> **WORK ITEM**:
Where a record holds a picture, leave the picture out; otherwise repeat every record exactly.

> **SOURCE INFORMATION**:

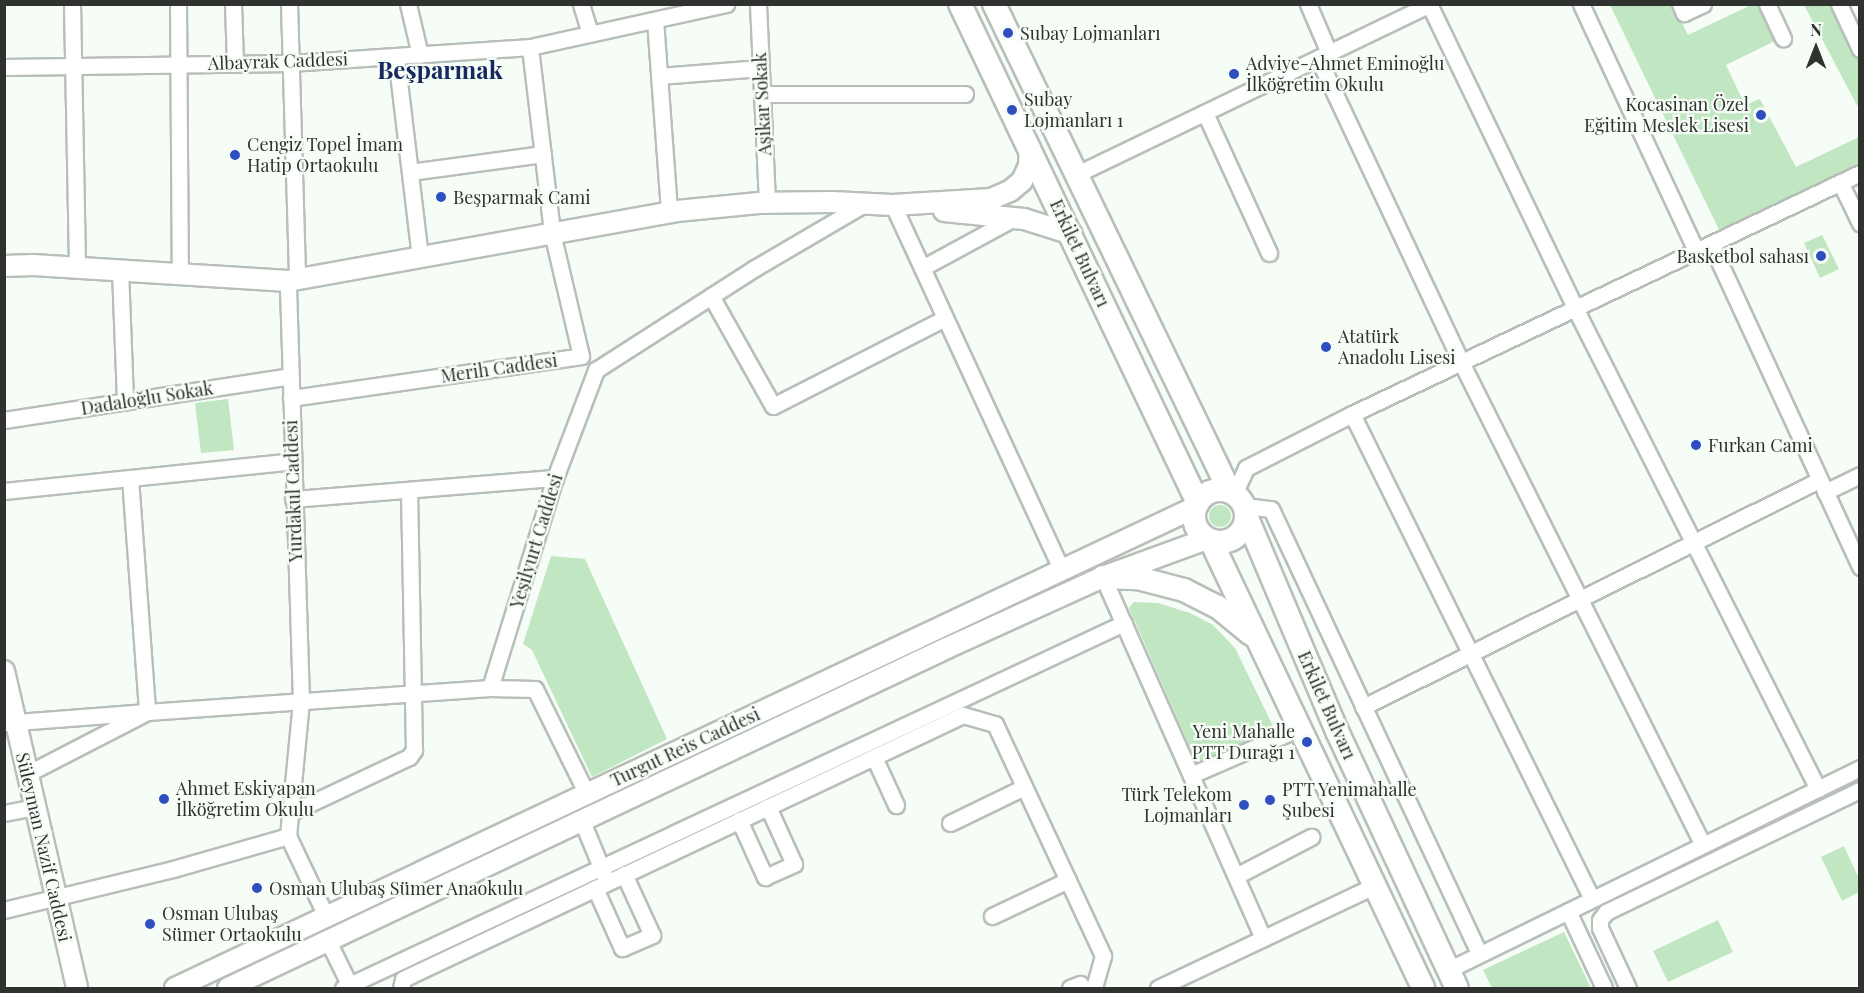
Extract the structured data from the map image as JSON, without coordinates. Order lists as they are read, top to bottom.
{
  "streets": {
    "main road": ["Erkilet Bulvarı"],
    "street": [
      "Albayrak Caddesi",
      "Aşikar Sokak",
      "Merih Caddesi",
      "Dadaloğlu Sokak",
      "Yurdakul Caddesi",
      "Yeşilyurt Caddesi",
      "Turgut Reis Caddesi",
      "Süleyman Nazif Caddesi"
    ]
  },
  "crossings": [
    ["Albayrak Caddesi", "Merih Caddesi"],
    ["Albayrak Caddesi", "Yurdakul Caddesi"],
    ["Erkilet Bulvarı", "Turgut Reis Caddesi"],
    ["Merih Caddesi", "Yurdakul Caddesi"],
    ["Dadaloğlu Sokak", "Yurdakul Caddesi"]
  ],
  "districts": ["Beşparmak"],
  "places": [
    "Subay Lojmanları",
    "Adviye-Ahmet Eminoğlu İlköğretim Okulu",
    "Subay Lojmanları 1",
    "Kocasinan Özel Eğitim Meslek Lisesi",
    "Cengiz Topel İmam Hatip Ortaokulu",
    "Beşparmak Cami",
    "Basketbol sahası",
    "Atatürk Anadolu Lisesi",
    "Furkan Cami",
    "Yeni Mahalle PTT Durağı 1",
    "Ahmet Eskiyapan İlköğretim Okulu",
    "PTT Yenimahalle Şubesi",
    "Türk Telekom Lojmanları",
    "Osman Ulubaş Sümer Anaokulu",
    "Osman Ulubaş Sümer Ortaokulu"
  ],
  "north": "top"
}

> **YOUR RESPONSE**:
Extract the structured data from the map image as JSON, without coordinates. Order lists as they are read, top to bottom.
{
  "streets": {
    "main road": ["Erkilet Bulvarı"],
    "street": [
      "Albayrak Caddesi",
      "Aşikar Sokak",
      "Merih Caddesi",
      "Dadaloğlu Sokak",
      "Yurdakul Caddesi",
      "Yeşilyurt Caddesi",
      "Turgut Reis Caddesi",
      "Süleyman Nazif Caddesi"
    ]
  },
  "crossings": [
    ["Albayrak Caddesi", "Merih Caddesi"],
    ["Albayrak Caddesi", "Yurdakul Caddesi"],
    ["Erkilet Bulvarı", "Turgut Reis Caddesi"],
    ["Merih Caddesi", "Yurdakul Caddesi"],
    ["Dadaloğlu Sokak", "Yurdakul Caddesi"]
  ],
  "districts": ["Beşparmak"],
  "places": [
    "Subay Lojmanları",
    "Adviye-Ahmet Eminoğlu İlköğretim Okulu",
    "Subay Lojmanları 1",
    "Kocasinan Özel Eğitim Meslek Lisesi",
    "Cengiz Topel İmam Hatip Ortaokulu",
    "Beşparmak Cami",
    "Basketbol sahası",
    "Atatürk Anadolu Lisesi",
    "Furkan Cami",
    "Yeni Mahalle PTT Durağı 1",
    "Ahmet Eskiyapan İlköğretim Okulu",
    "PTT Yenimahalle Şubesi",
    "Türk Telekom Lojmanları",
    "Osman Ulubaş Sümer Anaokulu",
    "Osman Ulubaş Sümer Ortaokulu"
  ],
  "north": "top"
}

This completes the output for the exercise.